I incubate a lot of project ideas all the time. I have a seemingly infinite list of new apps, websites, games I want to code. With these ideas, I try to filter all of them and focus working on the ideas I think are worthwhile. The side projects I actually work on, however, often inevitably get stuck in a limbo phase.
Usually, the things I work on never see the light of day, not necessarily because I get bored or procrastinate (although I admit personal recreation often overlaps my productive free time). For things I'm really passionate about, I never really stop working on them. In fact, I always think about how I could improve said projects. I always find a piece of code to refactor, or a new feature idea to implement, or a bug that suddenly pops up and looks critical to be fixed.
And this is a problem, because all these ideas inflate my expectation of the final output of whatever it is I'm working on. I can't exactly put my finger on it. It's as if I'm stuck in a state of formulating new ideas, but never getting around to executing them, let alone finishing or polishing them. Sometimes it feels like a state of "analysis paralysis", in that I overthink the best way to solve a problem or move forward with the idea in progress. Maybe, I wonder, it's the uncertainty whether my solution is optimal, and constantly trying to find a better solution than the last one I thought of. I guess having the propensity to list all the possibilities in working on something gives me anxiety and doubt. "Did I follow the right solution? What if the other one was better? Maybe I should spend more time thinking about this problem. Oh hey another idea to explore!"
My current process of work is basically a loop of: start new project; work on some ideas; suddenly get new ideas to improve project; never actually finish because there are too many ideas started and not a lot completed. The problem is that I never actually get feedback on what I've progressed on so far, which keeps projects stuck in the "endless idea" part of the loop. I'm too focused on perfecting every aspect of the project in progress, instead of settling in an overall, "less than perfect", but releasable state for every project. I agree with how Nick Craver puts it (although in the concept of programming projects, I think the quote can be stretched to any project in general; emphasis mine):
There is no perfect app. There is no perfect architecture. There is no perfect code. You can kill yourself chasing any of the above. Never aim for perfect. Perfect is a never ending long tail of time and effort far better spent on improving other things. Aim for great.

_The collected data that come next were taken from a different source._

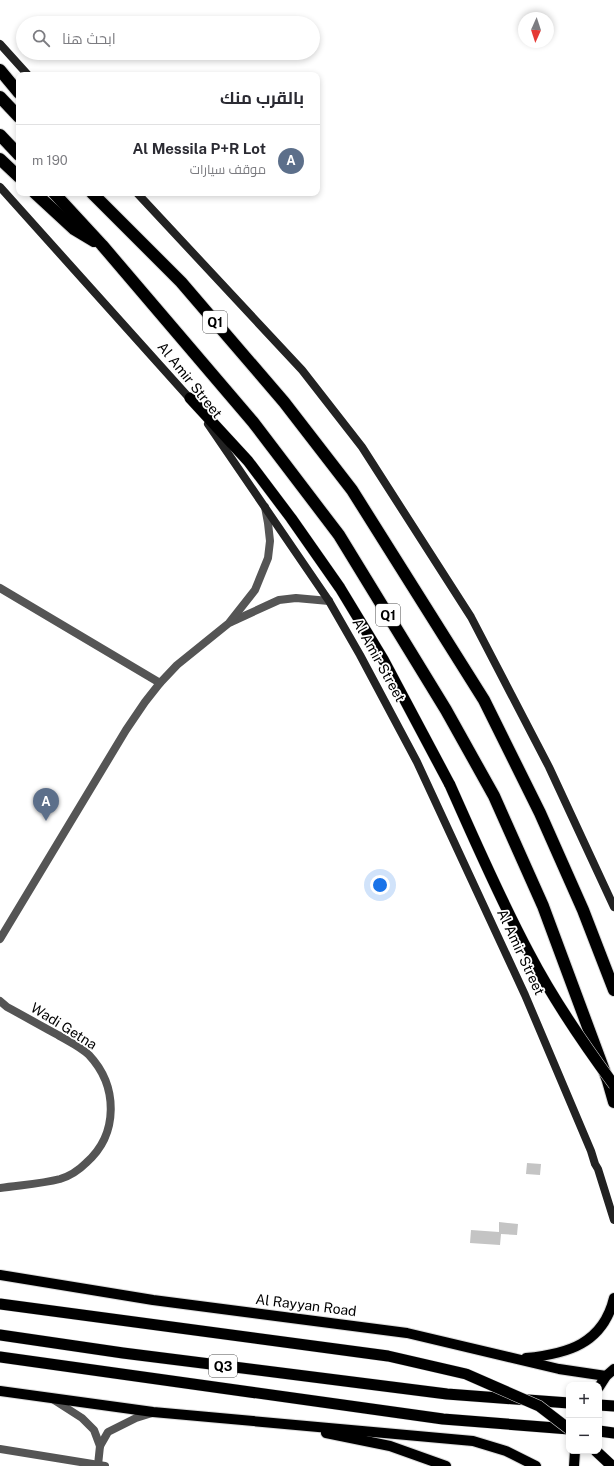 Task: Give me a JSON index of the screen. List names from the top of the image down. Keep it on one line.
{"streets":{"highway":["Q1","Al Amir Street","Q3"],"main road":["Al Rayyan Road"],"street":["Wadi Getna"]},"north":"bottom","page":{"search":"ابحث هنا","heading":"بالقرب منك","list":[{"mark":"A","name":"Al Messila P+R Lot","note":"موقف سيارات","value":"190 m"}],"pins":"A","map_buttons":["+","−"]}} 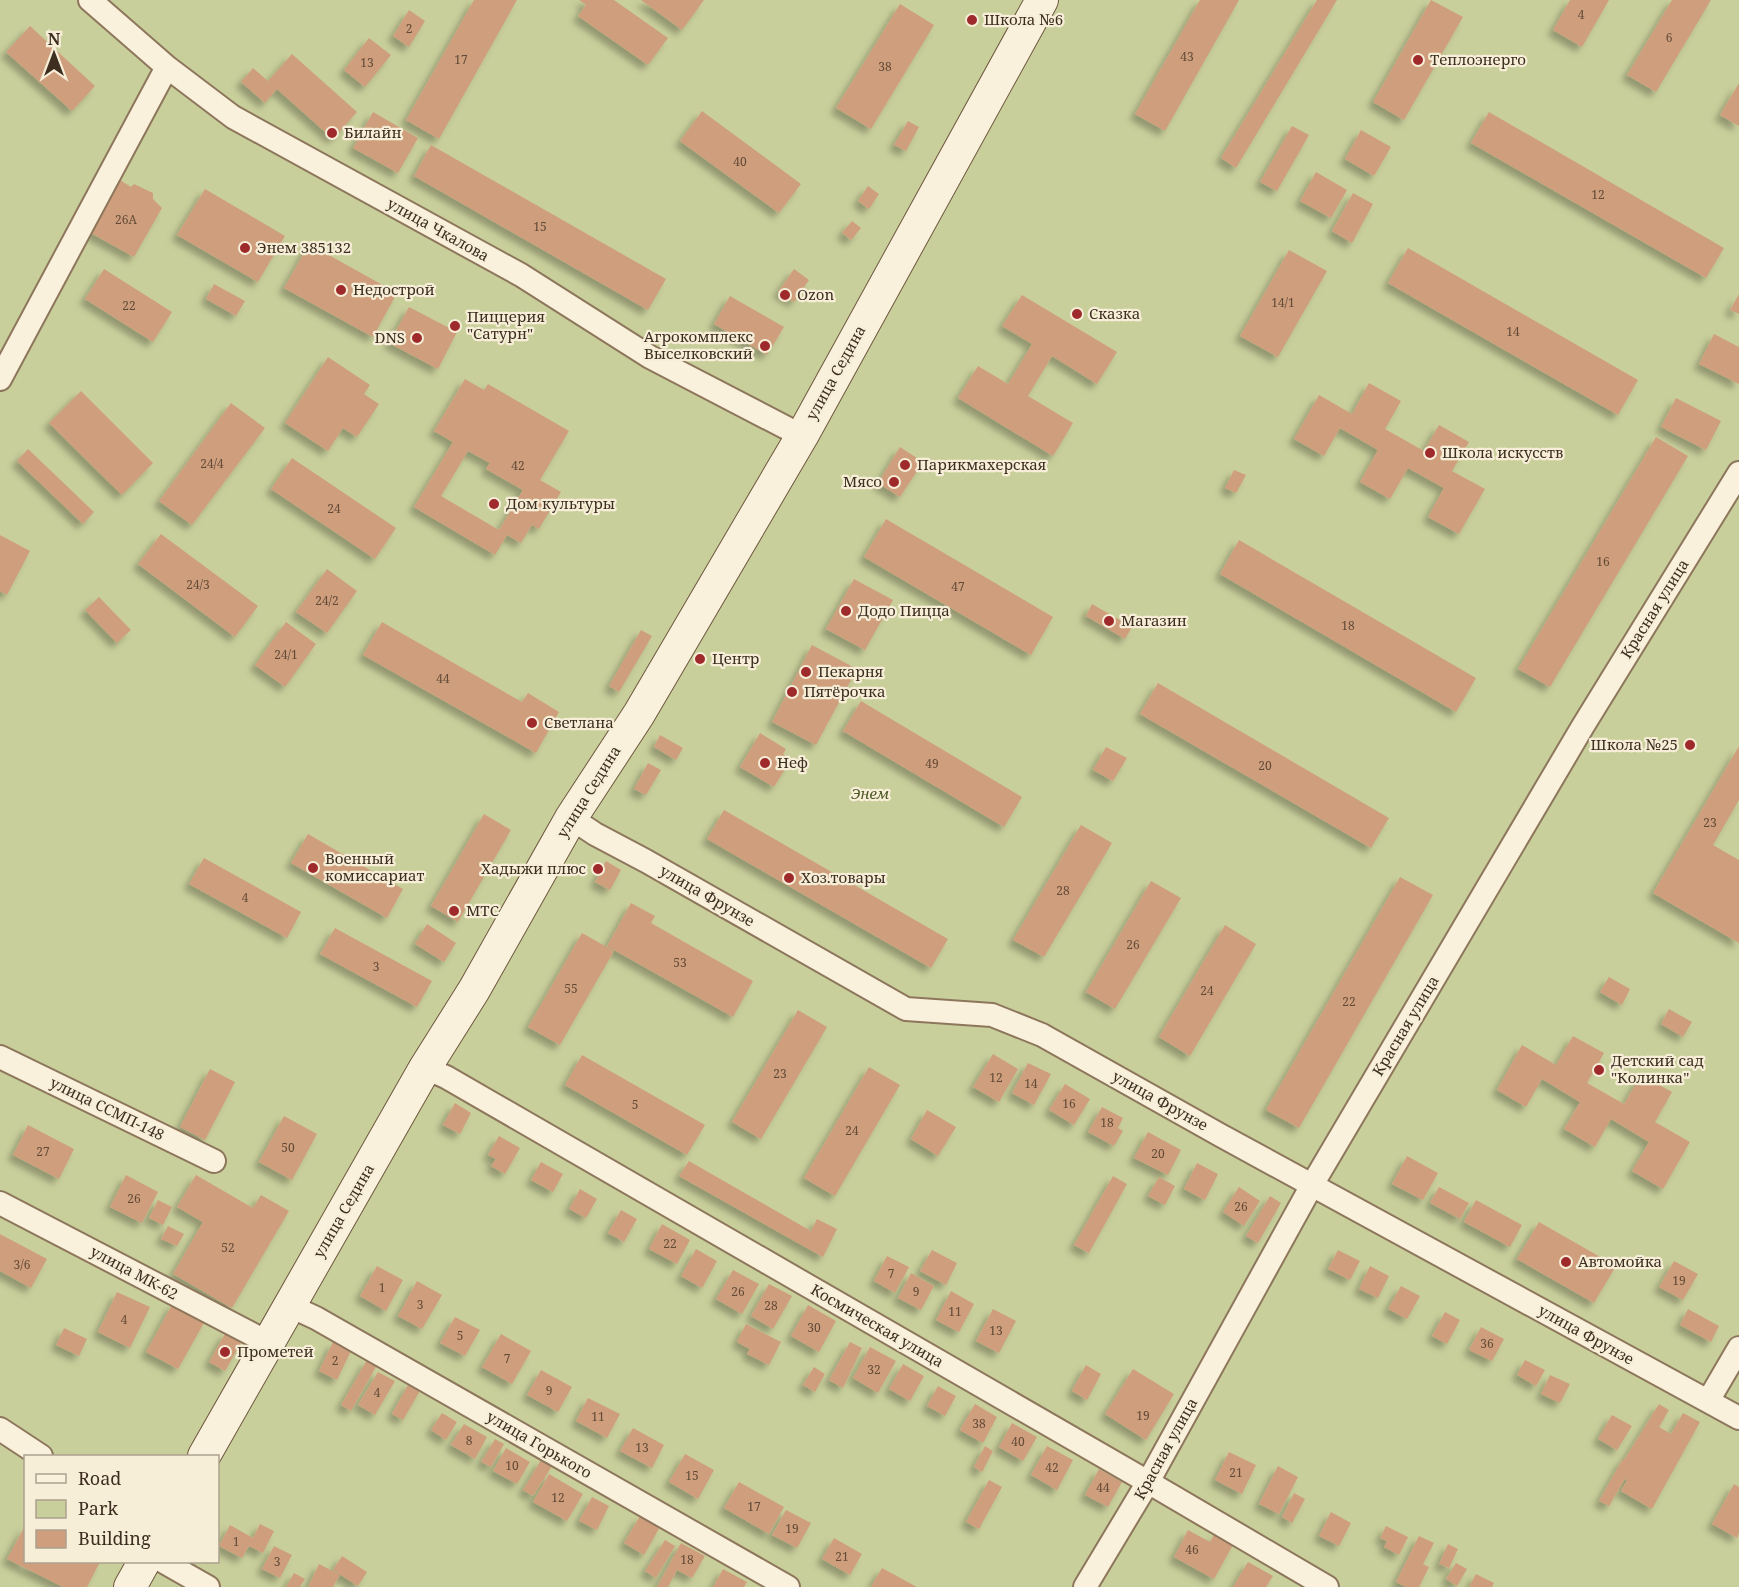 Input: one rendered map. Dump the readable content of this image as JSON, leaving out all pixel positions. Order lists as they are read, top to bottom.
{
  "streets": {
    "street": [
      "улица Чкалова",
      "улица Седина",
      "Красная улица",
      "улица Фрунзе",
      "улица ССМП-148",
      "улица МК-62",
      "Космическая улица",
      "улица Горького"
    ]
  },
  "crossings": [
    ["улица Чкалова", "улица Седина"],
    ["улица Седина", "улица Фрунзе"],
    ["улица Седина", "улица МК-62"],
    ["улица Седина", "Космическая улица"],
    ["улица Седина", "улица Горького"],
    ["Красная улица", "улица Фрунзе"],
    ["Красная улица", "Космическая улица"]
  ],
  "parks": ["Энем"],
  "places": [
    "Школа №6",
    "Теплоэнерго",
    "Билайн",
    "Энем 385132",
    "Недострой",
    "Ozon",
    "Сказка",
    "Пиццерия \"Сатурн\"",
    "DNS",
    "Агрокомплекс Выселковский",
    "Школа искусств",
    "Парикмахерская",
    "Мясо",
    "Дом культуры",
    "Додо Пицца",
    "Магазин",
    "Центр",
    "Пекарня",
    "Пятёрочка",
    "Светлана",
    "Школа №25",
    "Неф",
    "Военный комиссариат",
    "Хадыжи плюс",
    "Хоз.товары",
    "МТС",
    "Детский сад \"Колинка\"",
    "Автомойка",
    "Прометей"
  ],
  "house_numbers": [
    "4",
    "2",
    "6",
    "43",
    "17",
    "13",
    "38",
    "40",
    "12",
    "26А",
    "15",
    "14/1",
    "22",
    "14",
    "24/4",
    "42",
    "24",
    "16",
    "24/3",
    "47",
    "24/2",
    "18",
    "24/1",
    "44",
    "49",
    "20",
    "23",
    "28",
    "4",
    "26",
    "53",
    "3",
    "55",
    "24",
    "22",
    "23",
    "12",
    "14",
    "16",
    "5",
    "18",
    "24",
    "50",
    "27",
    "20",
    "26",
    "26",
    "22",
    "52",
    "3/6",
    "7",
    "19",
    "1",
    "26",
    "9",
    "3",
    "28",
    "11",
    "4",
    "30",
    "13",
    "5",
    "36",
    "7",
    "2",
    "32",
    "9",
    "4",
    "19",
    "11",
    "38",
    "8",
    "40",
    "13",
    "10",
    "42",
    "21",
    "15",
    "44",
    "12",
    "17",
    "19",
    "1",
    "46",
    "21",
    "18",
    "3"
  ],
  "legend": ["Road", "Park", "Building"],
  "north": "top"
}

That tweet was what actually triggered an epiphany with my mentality about working on projects. Granted, throwing away the mentality of pursuing impossible perfection is not something that is doable overnight. My personal solution on how I plan to wean myself out of the "perfectionist" mindset is this: scope out ideas and partition them into stages (in the case of software projects, releases or versions for example, e.g. v1.0, 2.0 and so on); focus on the scope of the first phase/iteration/release/whatever in the list; as soon as the list of ideas for that iteration is complete, put it out immediately so others can see and give feedback as soon as possible. For software developers, this is basically applying the Scrum framework in your side projects. 😉 The bottom line is focusing on iterating as much as you can, instead of trying to perfect the entire project in one big try. At least, with incremental outputs, people see your work sooner, and you get to figure out where to improve right away, instead of finding out the idea is a flop after you've invested so much time and effort in one swoop.
At the end of day, it's a matter of managing personal expectations, and reminding yourself that it's okay to make mistakes. No project or idea is perfect the first time around, so it's simply better to put your work out in the wild earlier, and ask for feedback sooner. Aim for great.